Hatha Yoga et Bhakti Yoga : effort et abandon

Le chemin du yoga se décline en multiples approches, chacune adaptée à des tempéraments et des besoins spécifiques. Parmi ces voies, le Hatha Yoga et le Bhakti Yoga offrent deux perspectives contrastées mais complémentaires.

Le Hatha Yoga s’appuie sur une discipline rigoureuse, où le pratiquant devient l’artisan de son évolution à travers l’effort et la maîtrise des techniques. À l’inverse, le Bhakti Yoga invite à un abandon total, à une confiance absolue en une force transcendante qui guide et soutient. Ces deux approches ne s’opposent pas : elles incarnent les deux pôles de la quête spirituelle, entre action et lâcher-prise, effort et grâce.

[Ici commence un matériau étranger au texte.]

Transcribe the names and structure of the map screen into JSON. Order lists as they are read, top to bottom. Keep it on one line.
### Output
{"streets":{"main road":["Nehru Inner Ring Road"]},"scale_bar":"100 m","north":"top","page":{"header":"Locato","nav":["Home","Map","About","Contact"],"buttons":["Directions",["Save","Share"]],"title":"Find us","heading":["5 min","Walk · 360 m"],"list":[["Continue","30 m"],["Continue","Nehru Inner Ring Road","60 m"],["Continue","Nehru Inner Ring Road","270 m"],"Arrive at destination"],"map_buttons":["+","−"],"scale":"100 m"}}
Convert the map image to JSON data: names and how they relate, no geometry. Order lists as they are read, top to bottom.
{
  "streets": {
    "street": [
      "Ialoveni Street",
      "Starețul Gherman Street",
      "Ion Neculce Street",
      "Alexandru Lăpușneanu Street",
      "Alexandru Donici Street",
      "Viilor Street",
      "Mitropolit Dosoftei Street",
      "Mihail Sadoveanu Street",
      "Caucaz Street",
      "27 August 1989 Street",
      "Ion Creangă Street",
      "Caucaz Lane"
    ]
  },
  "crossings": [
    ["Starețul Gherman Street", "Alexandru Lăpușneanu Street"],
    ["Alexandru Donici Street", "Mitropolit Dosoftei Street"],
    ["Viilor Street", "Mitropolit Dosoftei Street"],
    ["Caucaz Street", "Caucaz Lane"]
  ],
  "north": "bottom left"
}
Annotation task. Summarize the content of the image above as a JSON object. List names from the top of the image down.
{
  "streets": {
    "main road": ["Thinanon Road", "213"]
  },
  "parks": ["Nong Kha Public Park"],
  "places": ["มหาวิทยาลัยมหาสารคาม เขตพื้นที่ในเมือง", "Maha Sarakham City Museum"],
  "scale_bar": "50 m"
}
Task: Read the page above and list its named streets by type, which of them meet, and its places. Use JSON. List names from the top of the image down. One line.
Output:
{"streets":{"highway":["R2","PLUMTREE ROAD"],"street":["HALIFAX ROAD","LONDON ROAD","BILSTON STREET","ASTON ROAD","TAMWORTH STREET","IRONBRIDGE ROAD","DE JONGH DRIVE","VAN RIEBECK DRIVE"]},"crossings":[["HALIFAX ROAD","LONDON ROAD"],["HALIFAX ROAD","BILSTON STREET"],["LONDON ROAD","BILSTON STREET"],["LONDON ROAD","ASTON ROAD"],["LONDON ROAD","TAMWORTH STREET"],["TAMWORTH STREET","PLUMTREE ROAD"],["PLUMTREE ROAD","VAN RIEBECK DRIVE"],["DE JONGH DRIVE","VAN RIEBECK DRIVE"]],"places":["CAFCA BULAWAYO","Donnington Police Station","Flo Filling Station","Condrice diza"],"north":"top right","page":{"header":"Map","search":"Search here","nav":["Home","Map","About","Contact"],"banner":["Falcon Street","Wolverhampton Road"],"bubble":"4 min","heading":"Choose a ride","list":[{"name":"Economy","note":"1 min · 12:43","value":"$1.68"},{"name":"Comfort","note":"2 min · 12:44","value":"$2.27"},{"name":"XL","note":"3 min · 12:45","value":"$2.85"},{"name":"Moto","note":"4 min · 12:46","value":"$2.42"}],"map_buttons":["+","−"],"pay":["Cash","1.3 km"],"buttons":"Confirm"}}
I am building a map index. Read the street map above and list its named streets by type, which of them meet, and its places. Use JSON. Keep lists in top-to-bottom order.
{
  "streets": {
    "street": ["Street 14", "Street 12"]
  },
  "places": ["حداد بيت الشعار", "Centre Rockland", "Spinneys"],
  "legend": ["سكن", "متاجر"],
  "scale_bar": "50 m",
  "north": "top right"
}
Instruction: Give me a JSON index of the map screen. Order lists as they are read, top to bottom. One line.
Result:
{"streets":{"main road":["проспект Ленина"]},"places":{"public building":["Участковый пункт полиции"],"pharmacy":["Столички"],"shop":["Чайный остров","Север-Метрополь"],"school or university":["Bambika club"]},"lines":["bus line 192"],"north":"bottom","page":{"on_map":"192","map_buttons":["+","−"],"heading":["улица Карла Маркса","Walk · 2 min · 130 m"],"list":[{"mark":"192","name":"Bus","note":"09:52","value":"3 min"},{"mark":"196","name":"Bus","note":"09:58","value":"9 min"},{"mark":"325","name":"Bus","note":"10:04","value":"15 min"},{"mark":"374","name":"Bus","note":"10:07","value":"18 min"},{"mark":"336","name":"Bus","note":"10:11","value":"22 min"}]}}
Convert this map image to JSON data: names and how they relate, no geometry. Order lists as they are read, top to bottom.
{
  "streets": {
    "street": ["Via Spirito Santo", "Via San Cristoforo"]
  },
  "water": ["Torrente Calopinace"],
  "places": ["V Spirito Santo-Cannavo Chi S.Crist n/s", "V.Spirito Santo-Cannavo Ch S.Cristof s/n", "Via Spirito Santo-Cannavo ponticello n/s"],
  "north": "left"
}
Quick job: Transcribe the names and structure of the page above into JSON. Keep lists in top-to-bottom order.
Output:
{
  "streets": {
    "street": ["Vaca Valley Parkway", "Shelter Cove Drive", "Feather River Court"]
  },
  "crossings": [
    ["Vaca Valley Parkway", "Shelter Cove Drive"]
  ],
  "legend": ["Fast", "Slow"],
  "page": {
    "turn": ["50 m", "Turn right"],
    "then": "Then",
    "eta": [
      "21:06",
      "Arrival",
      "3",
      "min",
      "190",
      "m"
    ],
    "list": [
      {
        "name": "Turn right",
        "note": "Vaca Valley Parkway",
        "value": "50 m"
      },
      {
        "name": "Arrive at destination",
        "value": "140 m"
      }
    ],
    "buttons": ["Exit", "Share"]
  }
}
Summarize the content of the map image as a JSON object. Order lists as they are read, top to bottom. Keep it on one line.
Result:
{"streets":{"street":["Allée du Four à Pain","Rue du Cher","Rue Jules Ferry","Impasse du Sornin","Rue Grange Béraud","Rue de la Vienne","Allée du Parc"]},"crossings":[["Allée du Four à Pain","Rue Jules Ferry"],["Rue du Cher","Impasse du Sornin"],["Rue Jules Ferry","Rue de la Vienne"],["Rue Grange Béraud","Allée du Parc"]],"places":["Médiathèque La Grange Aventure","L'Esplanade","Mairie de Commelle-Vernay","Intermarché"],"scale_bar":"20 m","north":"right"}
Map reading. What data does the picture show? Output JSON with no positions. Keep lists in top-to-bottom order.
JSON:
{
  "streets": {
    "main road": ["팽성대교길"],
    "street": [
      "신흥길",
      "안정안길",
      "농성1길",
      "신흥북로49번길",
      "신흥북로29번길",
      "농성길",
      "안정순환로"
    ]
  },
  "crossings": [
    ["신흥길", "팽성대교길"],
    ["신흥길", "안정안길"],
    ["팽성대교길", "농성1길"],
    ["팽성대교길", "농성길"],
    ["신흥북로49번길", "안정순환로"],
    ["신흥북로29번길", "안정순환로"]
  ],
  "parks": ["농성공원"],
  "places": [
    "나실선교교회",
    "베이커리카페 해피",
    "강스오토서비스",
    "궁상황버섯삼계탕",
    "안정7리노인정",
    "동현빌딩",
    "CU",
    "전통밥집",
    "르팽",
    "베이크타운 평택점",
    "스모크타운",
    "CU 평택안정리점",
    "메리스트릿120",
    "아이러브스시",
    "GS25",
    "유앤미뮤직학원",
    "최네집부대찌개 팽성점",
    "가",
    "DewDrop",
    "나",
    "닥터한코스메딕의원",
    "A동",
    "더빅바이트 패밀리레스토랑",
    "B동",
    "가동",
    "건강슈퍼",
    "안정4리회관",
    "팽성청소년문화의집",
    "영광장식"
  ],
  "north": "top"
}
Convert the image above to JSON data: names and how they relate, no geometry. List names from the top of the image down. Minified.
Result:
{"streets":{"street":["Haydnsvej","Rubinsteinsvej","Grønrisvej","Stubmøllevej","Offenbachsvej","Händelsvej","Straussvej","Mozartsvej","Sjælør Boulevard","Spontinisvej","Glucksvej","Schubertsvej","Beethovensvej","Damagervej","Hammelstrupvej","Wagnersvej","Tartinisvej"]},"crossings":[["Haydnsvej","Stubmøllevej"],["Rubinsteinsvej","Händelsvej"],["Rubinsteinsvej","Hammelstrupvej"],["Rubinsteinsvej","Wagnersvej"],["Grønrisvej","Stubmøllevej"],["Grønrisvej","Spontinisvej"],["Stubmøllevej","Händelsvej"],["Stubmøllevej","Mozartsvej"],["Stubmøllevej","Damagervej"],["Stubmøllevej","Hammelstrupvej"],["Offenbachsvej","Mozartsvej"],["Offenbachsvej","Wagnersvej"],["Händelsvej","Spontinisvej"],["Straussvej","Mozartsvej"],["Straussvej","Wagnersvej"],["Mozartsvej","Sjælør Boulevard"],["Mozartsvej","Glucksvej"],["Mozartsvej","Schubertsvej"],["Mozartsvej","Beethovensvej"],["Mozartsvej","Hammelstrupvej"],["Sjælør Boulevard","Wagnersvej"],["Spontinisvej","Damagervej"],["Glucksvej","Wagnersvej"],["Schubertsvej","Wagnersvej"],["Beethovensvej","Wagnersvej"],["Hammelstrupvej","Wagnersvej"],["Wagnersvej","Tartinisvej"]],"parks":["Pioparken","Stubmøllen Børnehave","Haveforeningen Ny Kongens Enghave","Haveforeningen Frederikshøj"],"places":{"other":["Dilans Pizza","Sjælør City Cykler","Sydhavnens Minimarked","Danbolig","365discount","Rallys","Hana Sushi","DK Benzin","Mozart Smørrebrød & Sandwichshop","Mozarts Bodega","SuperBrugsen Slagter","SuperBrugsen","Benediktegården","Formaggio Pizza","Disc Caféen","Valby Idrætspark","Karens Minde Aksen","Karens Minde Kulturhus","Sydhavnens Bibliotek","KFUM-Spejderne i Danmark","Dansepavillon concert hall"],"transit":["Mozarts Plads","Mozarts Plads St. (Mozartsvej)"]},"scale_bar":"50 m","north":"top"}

Cette tension entre le contrôle et l’abandon trouve un écho séduisant dans les images symboliques de la tradition yogique, comme celle du singe et du chat qui transportent leurs progénitures.

Cet article est né de la lecture d’un unique verset du Yogashikha Upanishad, qui évoque « une progression de type singe » et de quelques mots éclairants d’Alain Delaye dans son dernier ouvrage Yoga d’Orient & d’Occident, p. 38.

Le Yogashikha Upanishad, texte moins connu que des œuvres majeures comme les Yoga Sutras ou la Bhagavad Gita, occupe néanmoins une bonne place dans la tradition yogique. Ce texte fait partie des Upanishads mineures, parfois classées parmi les Upanishads tantriques ou liées à la pratique du yoga.

Le verset en question est le 140ème du chapitre 1. Il illustre l’approche progressive et méthodique du yoga tout en offrant une clé d’interprétation qui dépasse le cadre strictement technique :


Sanskrit :
एकेनैव शरीरेण योगाभ्यासाच्छनैःशनैः।
चिरात्संप्राप्यते मुक्तिर्मर्कटक्रम एव सः॥ १४०॥

Translittération :
Ekenaiva śarīreṇa yogābhyāsāc chanaiḥ śanaiḥ |
Cirāt saṁprāpyate muktir markaṭakrama eva saḥ || 140||

Traduction :
« Grâce à la pratique du yoga avec un seul corps, lentement et progressivement, on atteint finalement la libération, comme dans une progression de type singe. »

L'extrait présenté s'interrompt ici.